CHIEF JUSTICE STANDS AGAINST INTERFERENCE …Sends Caveat to Executive, Legislature, Others

The Chief Justice of Supreme Court of Liberia, Sie-A-Nyene G. Yuoh, has sent a caveat to the Executive and Legislative Branches of Government not to interfere with the operations and enforcement of the Court’s Mandates.

Article 65 of the Liberian Constitution vests in the Supreme Court and such subordinate courts as established by the Legislature the Judicial power of the Republic.

The said Article also provides that judgments of the Supreme Court are final and binding and that they shall not be subjected to appeal or reviewed by any other branch of Government.

This provision of the constitution, Justice Yuoh noted has three indispensable features, which are the judgment of the Supreme Court, finalization of a matter decided by the court and the binding of decision on all authorities, throughout the Republic of Liberia .

Justice Yuoh mentioned that it is disturbing to note that in recent times, the Supreme Court continues to receive reports of interference in the enforcement of courts’ judgments.

Justice Yuoh believes it is important to elevate the conversation on the growing waves of interference by the public and some members of the government.

She noted that it has become a normal practice for the public to obstruct the enforcement of courts’ decisions.

Yuoh mentioned that lawyers who ought to act in adherence to the law will rather take liberty in filing frivolous and unmeritorious petitions, all with the sole purpose of frustrating and delaying the enforcement of courts’ judgment.

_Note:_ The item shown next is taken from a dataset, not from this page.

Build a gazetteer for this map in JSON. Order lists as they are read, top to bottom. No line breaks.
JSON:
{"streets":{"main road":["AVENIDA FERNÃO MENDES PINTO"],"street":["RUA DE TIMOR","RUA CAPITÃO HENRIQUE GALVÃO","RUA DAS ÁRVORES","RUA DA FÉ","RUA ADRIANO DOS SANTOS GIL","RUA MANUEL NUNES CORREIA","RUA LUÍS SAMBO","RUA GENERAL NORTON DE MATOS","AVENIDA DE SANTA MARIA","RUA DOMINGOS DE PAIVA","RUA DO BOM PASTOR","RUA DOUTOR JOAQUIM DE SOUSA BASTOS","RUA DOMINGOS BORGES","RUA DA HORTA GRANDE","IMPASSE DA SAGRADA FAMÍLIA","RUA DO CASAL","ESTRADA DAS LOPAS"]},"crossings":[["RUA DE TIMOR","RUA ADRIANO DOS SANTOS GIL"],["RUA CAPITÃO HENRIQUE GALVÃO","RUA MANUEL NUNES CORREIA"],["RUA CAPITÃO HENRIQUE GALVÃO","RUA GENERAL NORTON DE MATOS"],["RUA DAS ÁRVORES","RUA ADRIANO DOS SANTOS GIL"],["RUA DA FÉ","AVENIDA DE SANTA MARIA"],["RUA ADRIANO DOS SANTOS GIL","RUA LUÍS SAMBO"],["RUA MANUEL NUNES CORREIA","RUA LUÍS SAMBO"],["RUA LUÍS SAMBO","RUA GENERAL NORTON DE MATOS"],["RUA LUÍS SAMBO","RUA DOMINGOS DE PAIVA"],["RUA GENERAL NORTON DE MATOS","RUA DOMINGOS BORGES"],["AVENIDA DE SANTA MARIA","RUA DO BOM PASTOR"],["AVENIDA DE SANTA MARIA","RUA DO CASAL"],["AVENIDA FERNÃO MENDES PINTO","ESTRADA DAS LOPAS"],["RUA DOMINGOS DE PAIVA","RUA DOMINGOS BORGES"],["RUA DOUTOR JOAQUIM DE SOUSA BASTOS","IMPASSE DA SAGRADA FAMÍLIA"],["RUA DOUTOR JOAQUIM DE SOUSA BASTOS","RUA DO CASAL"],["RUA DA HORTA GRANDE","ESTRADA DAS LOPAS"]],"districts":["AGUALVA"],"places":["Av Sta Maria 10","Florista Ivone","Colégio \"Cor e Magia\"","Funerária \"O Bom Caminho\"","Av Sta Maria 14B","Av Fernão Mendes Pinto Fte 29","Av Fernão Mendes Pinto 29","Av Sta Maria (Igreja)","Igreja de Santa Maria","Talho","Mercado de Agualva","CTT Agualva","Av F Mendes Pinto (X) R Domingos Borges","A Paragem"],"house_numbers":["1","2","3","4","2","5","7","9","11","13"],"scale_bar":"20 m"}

“It is high time that the Supreme Court must do the needful to curb, if not to eradicate, the dilatory tactics of lawyers in all such instances,” she added.

Justice Yuoh mentioned that full adherence is expected to the principle of law which states: “Every court entering a decree retains jurisdiction until its judgment is fully satisfied, and that parties appearing before the courts are required to proceed in strict compliance with the order of the courts.”

The Supreme Court prefers that strict compliance and satisfaction be accorded its mandate in terms of enforcement, and subsequently, lawyers utilize the relevant provision of the law in pursuing their client’s interest in the disputed property.

In this connection, she reiterates her unwavering stance on the strict administration of justice in the interest of peace, harmony, and stability in Liberia.

To undo the situation, she announced that the Supreme Court shall embark on the constitution review committees on the revised rules of the courts, the code of moral and professional ethics lawyers, and the judicial cannons with the end purpose of reviewing the present instruments, identifying challenges and shortcomings.

This is intended to but not limited to dealing with the interference with the courts’ judgments, curbing the wave of unmeritorious filing by lawyers and party litigants petition for a writ of prohibition, and other remedial processes which often times are responsible for the protracted delay in the adjudication of cases, or frustrating the execution of judgments in our courts.